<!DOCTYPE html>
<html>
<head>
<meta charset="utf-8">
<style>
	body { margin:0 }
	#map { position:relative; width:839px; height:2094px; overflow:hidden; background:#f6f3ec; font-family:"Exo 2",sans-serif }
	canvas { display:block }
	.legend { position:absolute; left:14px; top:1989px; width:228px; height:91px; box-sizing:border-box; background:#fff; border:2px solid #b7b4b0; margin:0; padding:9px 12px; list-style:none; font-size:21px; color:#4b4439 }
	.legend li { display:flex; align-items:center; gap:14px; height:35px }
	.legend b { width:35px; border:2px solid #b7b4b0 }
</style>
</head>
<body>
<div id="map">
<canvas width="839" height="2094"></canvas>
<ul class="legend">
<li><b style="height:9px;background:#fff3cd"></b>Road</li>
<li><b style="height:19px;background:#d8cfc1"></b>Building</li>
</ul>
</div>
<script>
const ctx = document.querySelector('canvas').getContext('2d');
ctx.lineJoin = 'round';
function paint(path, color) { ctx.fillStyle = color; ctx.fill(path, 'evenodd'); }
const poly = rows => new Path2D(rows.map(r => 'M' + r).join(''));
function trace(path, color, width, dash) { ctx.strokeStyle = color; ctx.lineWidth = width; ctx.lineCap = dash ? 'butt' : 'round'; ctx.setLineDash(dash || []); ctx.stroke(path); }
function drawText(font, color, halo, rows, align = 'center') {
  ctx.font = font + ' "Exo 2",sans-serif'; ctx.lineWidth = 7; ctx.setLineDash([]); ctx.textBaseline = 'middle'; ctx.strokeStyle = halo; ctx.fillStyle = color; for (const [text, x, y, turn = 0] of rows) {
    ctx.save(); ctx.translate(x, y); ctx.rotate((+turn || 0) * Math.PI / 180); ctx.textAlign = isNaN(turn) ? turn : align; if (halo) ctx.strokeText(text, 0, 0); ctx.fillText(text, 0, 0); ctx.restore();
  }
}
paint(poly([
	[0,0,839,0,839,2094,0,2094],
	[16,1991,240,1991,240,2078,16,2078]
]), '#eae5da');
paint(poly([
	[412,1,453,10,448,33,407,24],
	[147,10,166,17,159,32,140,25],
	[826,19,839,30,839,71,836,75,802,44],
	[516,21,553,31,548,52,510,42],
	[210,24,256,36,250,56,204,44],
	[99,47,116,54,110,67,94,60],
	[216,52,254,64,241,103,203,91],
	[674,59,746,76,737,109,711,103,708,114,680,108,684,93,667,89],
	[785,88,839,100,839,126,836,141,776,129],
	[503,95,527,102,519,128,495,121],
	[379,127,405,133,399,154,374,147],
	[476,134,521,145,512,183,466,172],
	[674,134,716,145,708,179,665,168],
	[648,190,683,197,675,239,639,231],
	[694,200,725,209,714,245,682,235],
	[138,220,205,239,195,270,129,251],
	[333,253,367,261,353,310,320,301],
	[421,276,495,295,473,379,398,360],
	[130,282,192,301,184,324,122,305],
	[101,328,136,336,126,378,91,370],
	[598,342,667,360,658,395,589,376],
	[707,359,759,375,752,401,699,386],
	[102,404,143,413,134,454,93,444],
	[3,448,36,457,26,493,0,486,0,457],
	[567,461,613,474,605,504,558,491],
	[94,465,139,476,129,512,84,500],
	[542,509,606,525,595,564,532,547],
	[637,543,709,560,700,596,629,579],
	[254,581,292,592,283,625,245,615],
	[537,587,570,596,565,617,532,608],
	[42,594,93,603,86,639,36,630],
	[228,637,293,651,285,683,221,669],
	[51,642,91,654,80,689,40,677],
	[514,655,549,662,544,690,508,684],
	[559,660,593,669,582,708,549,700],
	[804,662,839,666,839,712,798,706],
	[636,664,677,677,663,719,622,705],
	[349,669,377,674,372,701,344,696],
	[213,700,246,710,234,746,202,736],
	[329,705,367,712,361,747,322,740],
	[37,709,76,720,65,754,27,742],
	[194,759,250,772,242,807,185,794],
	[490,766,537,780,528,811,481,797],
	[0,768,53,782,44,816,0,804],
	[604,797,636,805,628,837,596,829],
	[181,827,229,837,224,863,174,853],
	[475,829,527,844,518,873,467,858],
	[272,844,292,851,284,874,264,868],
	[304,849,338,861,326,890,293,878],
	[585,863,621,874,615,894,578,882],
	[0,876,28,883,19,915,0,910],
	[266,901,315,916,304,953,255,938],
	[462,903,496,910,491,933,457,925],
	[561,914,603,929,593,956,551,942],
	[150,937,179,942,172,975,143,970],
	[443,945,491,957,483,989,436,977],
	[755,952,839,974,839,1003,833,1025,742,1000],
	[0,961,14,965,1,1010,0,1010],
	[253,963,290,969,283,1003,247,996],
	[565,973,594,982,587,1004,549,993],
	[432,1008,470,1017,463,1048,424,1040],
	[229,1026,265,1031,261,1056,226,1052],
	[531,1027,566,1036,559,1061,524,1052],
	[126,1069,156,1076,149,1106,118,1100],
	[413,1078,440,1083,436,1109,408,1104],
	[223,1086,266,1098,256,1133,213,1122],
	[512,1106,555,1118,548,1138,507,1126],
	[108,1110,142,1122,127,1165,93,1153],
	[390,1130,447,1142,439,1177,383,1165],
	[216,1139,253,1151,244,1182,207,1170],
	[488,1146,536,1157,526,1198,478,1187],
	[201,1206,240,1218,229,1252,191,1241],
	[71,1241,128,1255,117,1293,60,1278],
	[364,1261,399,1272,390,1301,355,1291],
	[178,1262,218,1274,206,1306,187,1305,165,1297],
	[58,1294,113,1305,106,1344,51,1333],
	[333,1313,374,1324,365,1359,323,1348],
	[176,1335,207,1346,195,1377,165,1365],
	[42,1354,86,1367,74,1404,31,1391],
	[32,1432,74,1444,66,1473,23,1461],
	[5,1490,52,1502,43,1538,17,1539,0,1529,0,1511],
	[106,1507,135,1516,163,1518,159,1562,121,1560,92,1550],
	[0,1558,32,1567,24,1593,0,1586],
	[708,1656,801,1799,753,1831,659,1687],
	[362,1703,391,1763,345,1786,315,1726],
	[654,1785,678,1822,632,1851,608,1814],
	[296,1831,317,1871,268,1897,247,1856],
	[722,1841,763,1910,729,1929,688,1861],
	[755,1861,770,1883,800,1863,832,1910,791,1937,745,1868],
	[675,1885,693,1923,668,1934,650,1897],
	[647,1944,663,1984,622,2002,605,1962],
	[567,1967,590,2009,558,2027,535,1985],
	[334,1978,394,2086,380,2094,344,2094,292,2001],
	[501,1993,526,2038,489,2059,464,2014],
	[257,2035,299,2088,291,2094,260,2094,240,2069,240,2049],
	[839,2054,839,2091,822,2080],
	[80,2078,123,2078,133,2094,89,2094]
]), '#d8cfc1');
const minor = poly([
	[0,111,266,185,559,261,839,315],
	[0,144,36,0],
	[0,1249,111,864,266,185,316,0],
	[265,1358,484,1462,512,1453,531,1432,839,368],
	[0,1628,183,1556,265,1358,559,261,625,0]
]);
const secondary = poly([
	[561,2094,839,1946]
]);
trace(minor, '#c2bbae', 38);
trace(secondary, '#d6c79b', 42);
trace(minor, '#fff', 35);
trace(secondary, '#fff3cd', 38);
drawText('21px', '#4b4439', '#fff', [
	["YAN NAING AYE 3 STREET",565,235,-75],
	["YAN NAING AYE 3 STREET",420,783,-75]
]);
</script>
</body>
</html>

-=-=-=-=-

▶ _ASSIGNMENT_
The expected answer is a copy of each line above containing "rows".

▶ _EXERCISE RESPONSE_
const poly = rows => new Path2D(rows.map(r => 'M' + r).join(''));
function drawText(font, color, halo, rows, align = 'center') {
  ctx.font = font + ' "Exo 2",sans-serif'; ctx.lineWidth = 7; ctx.setLineDash([]); ctx.textBaseline = 'middle'; ctx.strokeStyle = halo; ctx.fillStyle = color; for (const [text, x, y, turn = 0] of rows) {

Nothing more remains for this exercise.